Cependant et malgré cette construction intellectuelle, chaque passe laissera l’impression de quelque chose qu’on ne pourra plus jamais revoir.
En ce sens, la faena est aussi une succession de frustrations.
Or, si ne pas être à même de s’approprier les différents moments qui la composent est déjà une spoliation, savoir en plus que chacune de ses séquences ne renvoie qu’à un adieu pose des interrogations qui nous mèneraient tout droit chez Amphoux ou chez Pitot si on ne pouvait en parler.
Alors on en parle.
Et on en parle avec emphase.
Parce que l’emphase est indispensable.
Parce que dire le toreo ne peut se satisfaire d’une langue morte.
Seule l’emphase permet de se restructurer par rapport à ce qui a été perdu dans le ruedo.

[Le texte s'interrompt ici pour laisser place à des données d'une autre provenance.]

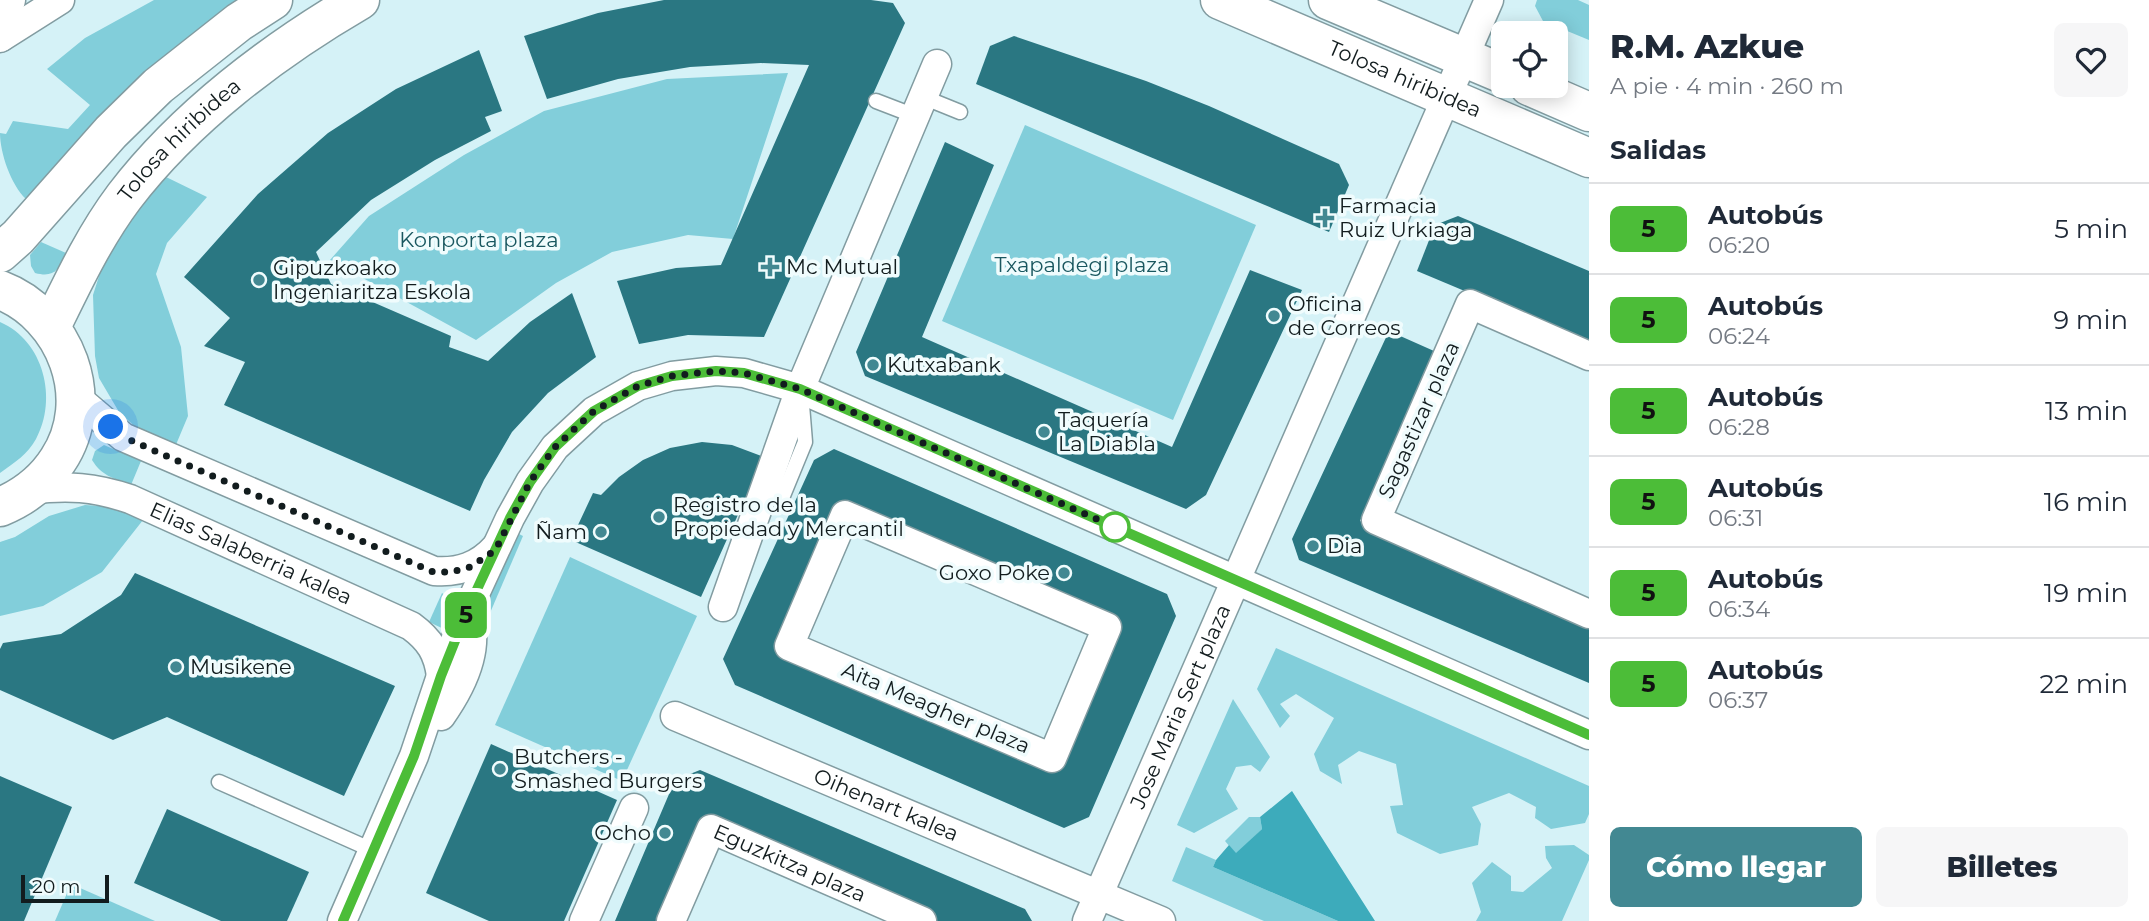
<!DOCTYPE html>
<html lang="es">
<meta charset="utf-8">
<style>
:root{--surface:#fff;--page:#f6f6f7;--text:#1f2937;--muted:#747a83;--line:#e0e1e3;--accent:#428892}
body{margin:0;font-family:Montserrat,sans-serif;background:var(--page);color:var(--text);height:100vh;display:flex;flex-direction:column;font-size:26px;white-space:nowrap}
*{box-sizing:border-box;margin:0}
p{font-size:23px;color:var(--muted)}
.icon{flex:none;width:38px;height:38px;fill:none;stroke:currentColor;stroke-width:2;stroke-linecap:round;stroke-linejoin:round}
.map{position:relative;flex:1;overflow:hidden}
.drawer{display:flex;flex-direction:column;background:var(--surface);width:560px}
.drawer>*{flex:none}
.badge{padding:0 14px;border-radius:10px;font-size:24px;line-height:46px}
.tools{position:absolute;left:1491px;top:21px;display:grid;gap:14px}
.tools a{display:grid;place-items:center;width:77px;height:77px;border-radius:10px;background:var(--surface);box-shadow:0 4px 18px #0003;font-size:35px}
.scale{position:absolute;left:21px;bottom:18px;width:88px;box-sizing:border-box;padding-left:7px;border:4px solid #121c1e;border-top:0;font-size:19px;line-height:24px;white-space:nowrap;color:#121c1e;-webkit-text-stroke:5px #f0fcfd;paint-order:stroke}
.you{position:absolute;width:35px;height:35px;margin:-18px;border:5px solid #fff;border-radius:50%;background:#1a73e8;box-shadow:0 0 0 10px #1a73e833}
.map>.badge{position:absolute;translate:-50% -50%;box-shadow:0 0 0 4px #fff}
h2{padding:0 21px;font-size:26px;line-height:63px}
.round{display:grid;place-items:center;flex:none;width:74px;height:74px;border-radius:10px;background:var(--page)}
.summary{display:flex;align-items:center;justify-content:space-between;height:119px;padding:0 21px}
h1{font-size:33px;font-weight:800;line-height:52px}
.cta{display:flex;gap:14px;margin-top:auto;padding:14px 21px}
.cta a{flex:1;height:80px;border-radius:10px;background:var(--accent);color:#fff;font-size:28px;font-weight:800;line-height:80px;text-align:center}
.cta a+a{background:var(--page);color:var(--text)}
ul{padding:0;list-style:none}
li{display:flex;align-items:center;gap:21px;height:91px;padding:0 21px;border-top:2px solid var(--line)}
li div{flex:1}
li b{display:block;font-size:26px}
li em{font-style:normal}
li .badge{min-width:77px;font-weight:700;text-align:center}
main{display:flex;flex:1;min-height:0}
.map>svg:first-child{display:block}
.green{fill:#82ceda}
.water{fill:#3dabbb}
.building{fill:#2a7782;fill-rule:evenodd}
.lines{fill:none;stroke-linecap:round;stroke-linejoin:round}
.lane-casing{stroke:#829ca1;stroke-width:17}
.street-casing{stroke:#829ca1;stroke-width:31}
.secondary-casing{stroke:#829ca1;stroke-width:41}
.lane{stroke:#fff;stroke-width:14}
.street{stroke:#fff;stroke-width:28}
.secondary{stroke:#fff;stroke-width:38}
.line-casing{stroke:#fff;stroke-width:16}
.line{stroke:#4cbd38;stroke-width:10}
.walk{stroke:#121c1e;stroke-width:7;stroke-dasharray:0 12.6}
.poi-dot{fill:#428892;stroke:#f0fcfd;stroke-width:2.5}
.stop-dot{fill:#fff;stroke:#4cbd38;stroke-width:3.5}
.labels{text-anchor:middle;stroke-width:7;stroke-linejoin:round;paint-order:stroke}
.street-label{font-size:21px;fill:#121c1e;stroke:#f0fcfd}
.poi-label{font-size:21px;fill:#121c1e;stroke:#f0fcfd;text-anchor:start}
.park-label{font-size:21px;fill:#19575f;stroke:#f0fcfd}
</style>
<main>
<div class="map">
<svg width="1589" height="921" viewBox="0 0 1589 921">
<rect width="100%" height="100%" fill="#d5f2f7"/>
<!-- green -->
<g class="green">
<path d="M 154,0 L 247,0 L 157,65 L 26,199 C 11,185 0,153 0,133 L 6,134 L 13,121 L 68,129 L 90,105 L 47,69 L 85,38 Z"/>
<polygon points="1537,0 1578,0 1589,5 1589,40 1543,21 1535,6"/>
<polygon points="788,73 733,239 688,235 612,252 556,283 476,340 330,260 369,216 464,155 544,111 667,79"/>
<polygon points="1025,125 1256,225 1173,420 942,321"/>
<polygon points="164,176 207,197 167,243 156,274 181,347 188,416 175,447 141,432 119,412 99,378 95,356 93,295 107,251"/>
<path d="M 41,242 L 66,253 C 59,270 54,278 35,273 L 31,266 L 30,255 Z"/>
<path d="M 0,322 C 44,341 58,399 36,439 C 28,454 14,463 0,473 Z"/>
<path d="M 104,445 L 141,461 L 131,485 C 113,478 102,476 92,460 L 95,451 Z"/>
<polygon points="85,505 116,507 143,520 102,572 43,606 0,616 0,542 15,537 49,516"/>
<polygon points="515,532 523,536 484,627 479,609"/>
<polygon points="570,557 697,616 622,781 495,725"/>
<polygon points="442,593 452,600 458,609 448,631 429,622"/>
<polygon points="1276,648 1589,786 1589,814 1585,823 1551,829 1535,818 1536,807 1509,793 1472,807 1481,824 1478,845 1440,854 1397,833 1390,806 1403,805 1396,764 1359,751 1338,765 1342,784 1320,771 1314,754 1334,718 1296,694 1280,704 1290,716 1280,728 1257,689"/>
<polygon points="1233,699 1270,757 1260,772 1251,765 1236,767 1226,789 1238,809 1194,833 1177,825"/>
<polygon points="1249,817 1260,817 1262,829 1236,854 1225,841"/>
<polygon points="1574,845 1589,855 1589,860 1562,921 1476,921 1481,912 1472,883 1492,862 1511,876 1511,891 1523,892 1552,868 1546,858 1545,846"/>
<polygon points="1186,847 1216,860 1213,867 1338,921 1264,921 1172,881"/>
<polygon points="71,884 155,921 55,921"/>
</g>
<!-- water -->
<polygon class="water" points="1292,791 1375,921 1338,921 1213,867 1216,860 1229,845 1236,853 1262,829 1260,817"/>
<!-- building -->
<g class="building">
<polygon points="664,0 871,0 893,3 905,23 764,337 688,335 639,344 617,281 676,268 721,265 809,65 761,63 690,67 618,79 547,99 524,36 598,13"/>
<polygon points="1014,36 1146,81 1209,106 1339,164 1349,185 1329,232 976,84 990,46"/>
<polygon points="479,50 502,111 485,117 491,131 435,160 371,200 316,252 331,284 451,336 449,347 488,361 530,322 572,293 596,357 548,393 512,432 484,480 470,511 224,405 245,362 204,346 230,318 184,277 258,194 328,133 396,89"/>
<polygon points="945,142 994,165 922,337 1172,447 1250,270 1302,290 1206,495 1186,509 865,376 856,352"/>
<polygon points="1458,216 1589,271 1589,343 1417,271 1435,225"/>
<polygon points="1389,331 1434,351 1360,521 1589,623 1589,683 1299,560 1292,539"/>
<polygon points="702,442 732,445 764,457 701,597 571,540 593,493 601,495 619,477 643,460 670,448"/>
<path d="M 834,449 L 1167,594 L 1176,616 L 1089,817 L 1064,828 L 735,685 L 723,659 L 814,460 ZM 845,515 L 1107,627 L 1052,758 L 789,646 Z"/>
<polygon points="135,573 395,686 344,796 167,717 113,740 0,690 0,649 3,643 61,634 121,595"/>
<polygon points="491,744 617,800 564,921 489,921 426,893"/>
<polygon points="700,770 1025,909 1032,921 922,921 711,829 671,921 615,921 675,780"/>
<polygon points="0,776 72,807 24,921 0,921"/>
<polygon points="167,809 309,872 287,921 221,921 134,883"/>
</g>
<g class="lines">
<defs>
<g id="lane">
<polyline points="923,97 960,112"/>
<polyline points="876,101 915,116"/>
<polyline points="782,498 805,442 802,405"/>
<polyline points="219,782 372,850"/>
</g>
<g id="street">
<polyline points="1,37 11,0"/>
<polyline points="0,38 60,0"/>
<polyline points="1589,356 1470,304 1376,520 1589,614"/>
<path d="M 76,397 L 123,437 L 434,571 C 459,573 479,566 496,547"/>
<path id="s1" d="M 30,490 C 68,485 94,487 130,499 L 411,626 C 430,640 438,653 441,676"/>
<polygon points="845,515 1107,627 1052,758 789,646"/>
<polyline points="723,607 800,389 937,64"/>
<path d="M 441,716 C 460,689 480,651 469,618"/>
<path id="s2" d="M 675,716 L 1161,921"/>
<polyline points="342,921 414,756 441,676 467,611 510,518 530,482 555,447 594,411 638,386 672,376 716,371 744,373 800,389 1589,735"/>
<polyline points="584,921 634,808"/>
<path id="s3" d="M 671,921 L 711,829 L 922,921"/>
<path id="s4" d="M 1087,921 L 1489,0"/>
</g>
<g id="secondary">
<path id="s5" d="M 1220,0 L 1589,158"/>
<polyline points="1328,0 1503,74"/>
<polyline points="1529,86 1589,112"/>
<polyline points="0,253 18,237 111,132 158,86 239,22 273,0"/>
<path d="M 0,290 C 66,315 98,400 58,460 C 44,482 24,497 0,507"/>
<path id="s6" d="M 51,327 C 73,282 94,237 124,197 C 185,117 274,50 360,0"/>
</g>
</defs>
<!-- lane casing -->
<use href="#lane" class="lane-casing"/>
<!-- street casing -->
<use href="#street" class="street-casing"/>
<!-- secondary casing -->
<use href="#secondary" class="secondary-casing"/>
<!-- lane -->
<use href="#lane" class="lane"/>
<!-- street -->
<use href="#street" class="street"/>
<!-- secondary -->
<use href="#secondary" class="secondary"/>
</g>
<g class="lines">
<defs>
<polyline id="line" points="343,921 414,756 441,676 467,611 510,518 530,482 555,447 594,411 638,386 672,376 716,371 744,373 800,389 1589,735"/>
</defs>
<!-- line casing -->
<use href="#line" class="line-casing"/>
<!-- line -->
<use href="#line" class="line"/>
<!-- walk -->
<polyline class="walk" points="111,427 123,437 433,572 451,572 470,567 490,554 498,545 530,482 555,447 594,411 638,386 672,376 716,371 744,373 800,389 1115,527"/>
</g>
<!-- markers -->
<g class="poi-dot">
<path d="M1321.5 207.5h7v7h7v7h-7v7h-7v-7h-7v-7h7z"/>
<path d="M766.5 256.5h7v7h7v7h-7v7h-7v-7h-7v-7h7z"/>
<circle cx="259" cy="280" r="7"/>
<circle cx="1274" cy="316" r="7"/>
<circle cx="873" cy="365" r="7"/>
<circle cx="1044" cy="432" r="7"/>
<circle cx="659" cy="517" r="7"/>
<circle cx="601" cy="532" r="7"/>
<circle cx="1313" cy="546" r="7"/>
<circle cx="1064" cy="573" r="7"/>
<circle cx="176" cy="667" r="7"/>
<circle cx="500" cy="769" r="7"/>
<circle cx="665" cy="833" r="7"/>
</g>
<circle class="stop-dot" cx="1115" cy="527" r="14"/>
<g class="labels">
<!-- street labels -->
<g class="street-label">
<text dy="7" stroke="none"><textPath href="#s5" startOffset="201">Tolosa hiribidea</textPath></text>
<text dy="7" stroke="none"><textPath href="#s6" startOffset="229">Tolosa hiribidea</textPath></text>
<text transform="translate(1419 420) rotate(-66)" y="7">Sagastizar plaza</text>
<text dy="7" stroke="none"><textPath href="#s1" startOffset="234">Elias Salaberria kalea</textPath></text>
<text dy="7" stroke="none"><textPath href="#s4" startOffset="234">Jose Maria Sert plaza</textPath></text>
<text transform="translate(936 708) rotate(23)" y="7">Aita Meagher plaza</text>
<text dy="7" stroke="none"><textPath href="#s2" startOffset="229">Oihenart kalea</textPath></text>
<text dy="7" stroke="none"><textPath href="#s3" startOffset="186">Eguzkitza plaza</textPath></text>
</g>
<!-- poi labels -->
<g class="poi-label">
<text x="1339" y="213">Farmacia<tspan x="1339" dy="24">Ruiz Urkiaga</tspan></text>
<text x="786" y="274">Mc Mutual</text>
<text x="273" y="275">Gipuzkoako<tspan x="273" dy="24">Ingeniaritza Eskola</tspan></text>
<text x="1288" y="311">Oficina<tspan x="1288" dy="24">de Correos</tspan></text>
<text x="887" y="372">Kutxabank</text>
<text x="1058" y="427">Taquería<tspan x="1058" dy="24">La Diabla</tspan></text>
<text x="673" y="512">Registro de la<tspan x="673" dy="24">Propiedad y Mercantil</tspan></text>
<text x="587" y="539" text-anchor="end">Ñam</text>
<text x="1327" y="553">Dia</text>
<text x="1050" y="580" text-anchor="end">Goxo Poke</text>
<text x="190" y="674">Musikene</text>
<text x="514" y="764">Butchers -<tspan x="514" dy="24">Smashed Burgers</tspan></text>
<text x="651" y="840" text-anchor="end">Ocho</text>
</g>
<!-- park labels -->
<g class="park-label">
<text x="479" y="247">Konporta plaza</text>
<text x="1082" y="272">Txapaldegi plaza</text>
</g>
</g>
</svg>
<div class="tools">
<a><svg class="icon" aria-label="locate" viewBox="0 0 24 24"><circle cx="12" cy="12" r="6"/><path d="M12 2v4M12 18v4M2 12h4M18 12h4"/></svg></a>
</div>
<div class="scale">20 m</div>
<div class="you" style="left:111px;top:427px"></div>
<b class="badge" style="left:466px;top:615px;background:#4cbd38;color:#111">5</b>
</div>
<section class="drawer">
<div class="summary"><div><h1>R.M. Azkue</h1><p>A pie · 4 min · 260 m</p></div><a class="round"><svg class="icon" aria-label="heart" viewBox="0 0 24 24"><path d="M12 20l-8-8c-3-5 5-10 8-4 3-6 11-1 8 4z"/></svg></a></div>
<h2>Salidas</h2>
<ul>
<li><span class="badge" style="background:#4cbd38;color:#111">5</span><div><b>Autobús</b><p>06:20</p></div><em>5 min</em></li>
<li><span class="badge" style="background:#4cbd38;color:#111">5</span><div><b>Autobús</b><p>06:24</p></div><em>9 min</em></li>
<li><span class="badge" style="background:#4cbd38;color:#111">5</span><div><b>Autobús</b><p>06:28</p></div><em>13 min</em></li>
<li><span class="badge" style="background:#4cbd38;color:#111">5</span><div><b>Autobús</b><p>06:31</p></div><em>16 min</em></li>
<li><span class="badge" style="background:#4cbd38;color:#111">5</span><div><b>Autobús</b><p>06:34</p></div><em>19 min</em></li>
<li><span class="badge" style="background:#4cbd38;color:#111">5</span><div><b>Autobús</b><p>06:37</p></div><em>22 min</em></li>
</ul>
<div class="cta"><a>Cómo llegar</a><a>Billetes</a></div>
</section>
</main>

Seule, elle sera à même de rassembler les fils décousus d’une logique prise là-bas en flagrant délit de défaillance.
Et, seule, elle sera à même de rafistoler des sentiments contenus et en même temps poussés aux limites de l’extrême.
Aussi aux simples d’esprit qui assimilent l’emphase du parler tauromachique aux brèves de comptoir, je dirai :
Approchez-vous et écoutez ce qui se dit.
Approchez-vous et écoutez ce qui se parle.
Approchez-vous et écoutez combien la logique de l’emphase est inversement proportionnelle au flou inquiétant de ce qui a existé dans cette arène maintenant vide.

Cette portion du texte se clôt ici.